Work to complete: After reading the data below, copy out every line that contains the word "bottom".

Data shown:
━━━━

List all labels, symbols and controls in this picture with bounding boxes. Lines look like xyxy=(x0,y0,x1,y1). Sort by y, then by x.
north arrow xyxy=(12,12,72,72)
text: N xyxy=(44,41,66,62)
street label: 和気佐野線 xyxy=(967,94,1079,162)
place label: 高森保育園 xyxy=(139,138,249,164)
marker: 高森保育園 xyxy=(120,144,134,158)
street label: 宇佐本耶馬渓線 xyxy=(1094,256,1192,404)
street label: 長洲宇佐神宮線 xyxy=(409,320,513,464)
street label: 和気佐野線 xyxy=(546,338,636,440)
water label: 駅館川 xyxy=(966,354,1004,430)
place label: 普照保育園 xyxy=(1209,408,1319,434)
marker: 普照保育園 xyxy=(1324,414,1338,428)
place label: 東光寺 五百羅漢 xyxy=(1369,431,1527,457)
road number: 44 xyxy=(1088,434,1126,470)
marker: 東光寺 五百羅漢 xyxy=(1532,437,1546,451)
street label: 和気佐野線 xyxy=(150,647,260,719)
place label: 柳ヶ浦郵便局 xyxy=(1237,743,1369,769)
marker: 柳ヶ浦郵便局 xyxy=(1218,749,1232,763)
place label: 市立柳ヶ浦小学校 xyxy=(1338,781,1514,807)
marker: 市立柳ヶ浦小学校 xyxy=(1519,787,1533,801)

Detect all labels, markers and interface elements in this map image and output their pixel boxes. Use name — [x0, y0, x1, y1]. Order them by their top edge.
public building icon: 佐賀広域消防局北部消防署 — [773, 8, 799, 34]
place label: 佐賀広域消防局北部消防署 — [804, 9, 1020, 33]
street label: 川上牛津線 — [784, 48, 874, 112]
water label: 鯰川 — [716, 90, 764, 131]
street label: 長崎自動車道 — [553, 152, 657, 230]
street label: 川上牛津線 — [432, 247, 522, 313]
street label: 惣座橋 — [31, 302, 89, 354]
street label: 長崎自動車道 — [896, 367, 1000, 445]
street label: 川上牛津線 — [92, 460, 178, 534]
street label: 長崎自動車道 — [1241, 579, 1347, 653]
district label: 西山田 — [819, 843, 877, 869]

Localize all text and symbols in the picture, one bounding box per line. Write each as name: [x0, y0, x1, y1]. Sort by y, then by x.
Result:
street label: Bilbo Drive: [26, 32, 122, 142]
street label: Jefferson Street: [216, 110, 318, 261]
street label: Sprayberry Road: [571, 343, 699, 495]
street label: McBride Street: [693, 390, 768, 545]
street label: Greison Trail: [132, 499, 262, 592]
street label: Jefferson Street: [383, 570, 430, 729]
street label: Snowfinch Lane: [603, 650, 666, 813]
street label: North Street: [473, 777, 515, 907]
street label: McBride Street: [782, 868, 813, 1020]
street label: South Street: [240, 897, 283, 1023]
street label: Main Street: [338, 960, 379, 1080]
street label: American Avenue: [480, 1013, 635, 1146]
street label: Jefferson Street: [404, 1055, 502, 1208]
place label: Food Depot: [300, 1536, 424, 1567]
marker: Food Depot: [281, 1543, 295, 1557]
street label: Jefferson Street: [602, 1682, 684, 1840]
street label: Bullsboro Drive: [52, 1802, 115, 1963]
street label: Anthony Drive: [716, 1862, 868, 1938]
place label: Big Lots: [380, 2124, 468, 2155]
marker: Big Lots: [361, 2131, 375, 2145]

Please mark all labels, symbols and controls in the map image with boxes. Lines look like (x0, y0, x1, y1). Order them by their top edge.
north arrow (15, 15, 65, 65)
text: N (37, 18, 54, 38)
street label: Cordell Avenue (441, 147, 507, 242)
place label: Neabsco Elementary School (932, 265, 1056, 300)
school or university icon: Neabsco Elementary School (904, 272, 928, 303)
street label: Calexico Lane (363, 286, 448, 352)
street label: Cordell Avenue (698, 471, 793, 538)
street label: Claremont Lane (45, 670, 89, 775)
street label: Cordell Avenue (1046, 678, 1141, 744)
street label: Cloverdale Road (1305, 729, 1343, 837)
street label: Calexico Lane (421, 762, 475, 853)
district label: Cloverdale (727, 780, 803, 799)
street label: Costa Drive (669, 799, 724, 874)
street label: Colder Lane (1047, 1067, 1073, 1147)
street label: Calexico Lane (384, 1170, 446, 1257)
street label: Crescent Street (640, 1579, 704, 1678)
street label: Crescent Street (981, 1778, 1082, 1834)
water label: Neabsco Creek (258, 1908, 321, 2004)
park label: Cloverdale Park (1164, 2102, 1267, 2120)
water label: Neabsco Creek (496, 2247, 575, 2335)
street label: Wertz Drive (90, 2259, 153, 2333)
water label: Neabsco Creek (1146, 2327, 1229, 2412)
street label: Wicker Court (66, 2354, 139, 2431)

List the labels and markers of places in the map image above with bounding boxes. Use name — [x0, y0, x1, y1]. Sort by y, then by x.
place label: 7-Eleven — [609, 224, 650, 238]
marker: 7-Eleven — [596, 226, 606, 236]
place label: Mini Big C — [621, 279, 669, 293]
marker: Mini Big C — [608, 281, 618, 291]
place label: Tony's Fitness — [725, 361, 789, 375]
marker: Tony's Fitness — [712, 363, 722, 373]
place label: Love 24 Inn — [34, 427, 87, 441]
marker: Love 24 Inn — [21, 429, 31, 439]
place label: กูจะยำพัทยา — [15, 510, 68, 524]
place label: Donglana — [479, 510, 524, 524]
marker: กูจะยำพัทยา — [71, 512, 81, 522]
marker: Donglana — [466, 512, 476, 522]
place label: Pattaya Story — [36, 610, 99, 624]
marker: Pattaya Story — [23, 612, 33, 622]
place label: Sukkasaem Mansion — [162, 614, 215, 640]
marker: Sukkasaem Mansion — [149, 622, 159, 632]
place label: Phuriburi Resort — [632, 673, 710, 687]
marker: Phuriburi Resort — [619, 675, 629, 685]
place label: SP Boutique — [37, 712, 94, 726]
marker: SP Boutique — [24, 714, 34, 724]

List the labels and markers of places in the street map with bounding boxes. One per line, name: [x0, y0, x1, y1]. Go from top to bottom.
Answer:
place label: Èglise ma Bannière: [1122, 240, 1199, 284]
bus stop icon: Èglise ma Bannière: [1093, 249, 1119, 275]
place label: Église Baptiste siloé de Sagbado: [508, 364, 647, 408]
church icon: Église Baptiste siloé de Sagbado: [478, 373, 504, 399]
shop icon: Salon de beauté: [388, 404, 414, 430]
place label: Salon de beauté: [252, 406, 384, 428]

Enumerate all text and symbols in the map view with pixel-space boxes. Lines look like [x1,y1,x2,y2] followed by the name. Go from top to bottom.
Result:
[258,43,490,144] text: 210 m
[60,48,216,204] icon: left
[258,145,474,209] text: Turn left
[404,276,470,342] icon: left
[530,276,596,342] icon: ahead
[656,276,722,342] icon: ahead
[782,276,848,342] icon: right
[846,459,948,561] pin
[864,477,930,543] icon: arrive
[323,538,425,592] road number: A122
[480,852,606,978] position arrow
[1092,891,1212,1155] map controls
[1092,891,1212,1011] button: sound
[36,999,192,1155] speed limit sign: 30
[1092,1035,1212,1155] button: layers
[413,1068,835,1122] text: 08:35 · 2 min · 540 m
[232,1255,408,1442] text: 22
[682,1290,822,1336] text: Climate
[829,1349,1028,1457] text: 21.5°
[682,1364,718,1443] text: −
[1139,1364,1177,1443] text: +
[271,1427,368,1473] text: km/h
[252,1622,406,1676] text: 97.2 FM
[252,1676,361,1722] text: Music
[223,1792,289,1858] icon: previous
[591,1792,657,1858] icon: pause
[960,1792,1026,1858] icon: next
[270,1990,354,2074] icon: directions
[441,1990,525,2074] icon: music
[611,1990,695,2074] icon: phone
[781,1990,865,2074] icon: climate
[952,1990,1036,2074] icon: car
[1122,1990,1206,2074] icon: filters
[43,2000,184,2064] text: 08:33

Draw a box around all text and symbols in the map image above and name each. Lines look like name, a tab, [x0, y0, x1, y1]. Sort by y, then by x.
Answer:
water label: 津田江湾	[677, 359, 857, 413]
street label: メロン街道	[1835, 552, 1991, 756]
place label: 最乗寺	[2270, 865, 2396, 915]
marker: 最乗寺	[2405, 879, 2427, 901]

━━━━

Response to the task:
List the labels and markers of places in the street map with bounding boxes. One per line, name: [x0, y0, x1, y1]. Go from top to bottom.
Enumerate all text and symbols in the map view with pixel-space boxes. Lines look like [x1,y1,x2,y2] followed by the name. Go from top to bottom.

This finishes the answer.